MONTREAL – Lonely, depressed and missing her family in the Philippines, Cosette Pena looked to God in hopes of finding comfort in her new adoptive country.
Now, 20 years after it was founded in 1992, the tiny evangelical church in Montreal where Pena forged vital links to the Filipino community in Canada is bursting at the seams with new members and searching for a new, larger building to call home.
“I found a connection immediately because the people are so friendly,” said the 53-year-old Pena, one of thousands of Filipinos who have settled in Canada through the federal government’s live-in caregiver program.
“If people have problems — they are depressed, they miss their families — then it’s a way of coping.”
The Philippines emerged between 2006 and 2011 as a leading country of birth for people who immigrated to Canada during those five years,
An estimated 152,300 of newcomers who arrived in Canada between 2006 and 2011 — about 13.1 per cent — were born in the Philippines, Statistics Canada reported Wednesday as it released the first tranche of data from its 2011 National Household Survey.
The survey showed the Philippines as “the leading country of birth” for Canadian immigrants during that five-year period — but a note in the release Wednesday said the result “was not in line” with data from Citizenship and Immigration Canada.
“A number of factors could explain this difference, such as the effects of sampling, response patterns, and under- or over-estimation of certain groups of recent immigrants in the NHS.”
While the Christian faith continues to dominate Canada’s immigrant profile, its proportion has been steadily fading.

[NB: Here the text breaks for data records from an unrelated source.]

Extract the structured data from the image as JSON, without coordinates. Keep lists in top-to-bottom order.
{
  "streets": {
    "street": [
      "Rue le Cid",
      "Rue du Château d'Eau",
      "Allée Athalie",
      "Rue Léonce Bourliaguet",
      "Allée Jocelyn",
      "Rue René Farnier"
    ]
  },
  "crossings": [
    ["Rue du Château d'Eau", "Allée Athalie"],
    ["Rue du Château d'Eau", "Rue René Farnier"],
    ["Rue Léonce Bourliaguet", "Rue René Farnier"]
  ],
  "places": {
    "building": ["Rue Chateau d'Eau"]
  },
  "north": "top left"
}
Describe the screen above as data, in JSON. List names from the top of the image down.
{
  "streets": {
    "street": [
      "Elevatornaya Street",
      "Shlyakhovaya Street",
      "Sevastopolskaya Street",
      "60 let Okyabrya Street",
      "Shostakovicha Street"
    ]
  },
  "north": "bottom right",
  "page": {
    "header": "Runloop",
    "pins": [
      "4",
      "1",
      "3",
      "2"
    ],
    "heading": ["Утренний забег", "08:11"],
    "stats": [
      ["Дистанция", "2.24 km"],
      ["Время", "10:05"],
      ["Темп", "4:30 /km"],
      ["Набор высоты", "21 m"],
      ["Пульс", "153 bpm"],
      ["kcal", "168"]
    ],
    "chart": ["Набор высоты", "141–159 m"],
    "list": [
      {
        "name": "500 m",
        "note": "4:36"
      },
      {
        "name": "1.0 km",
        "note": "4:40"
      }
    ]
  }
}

Where more than 78 per cent of immigrants to Canada prior to 1971 identified themselves as Christians, that proportion has dropped to 47.5 per cent among those who arrived over the past five years, the survey found.
Meanwhile, the Muslim, Hindu, Sikh and Buddhist faiths have been growing, claiming 33 per cent of those immigrants who arrived between 2001 and 2011. Among those who arrived before 1971, that share was just 2.9 per cent. All told, the four religions accounted for some 2.4 million people in Canada in 2011, about 7.2 per cent, compared with 4.9 per cent a decade earlier.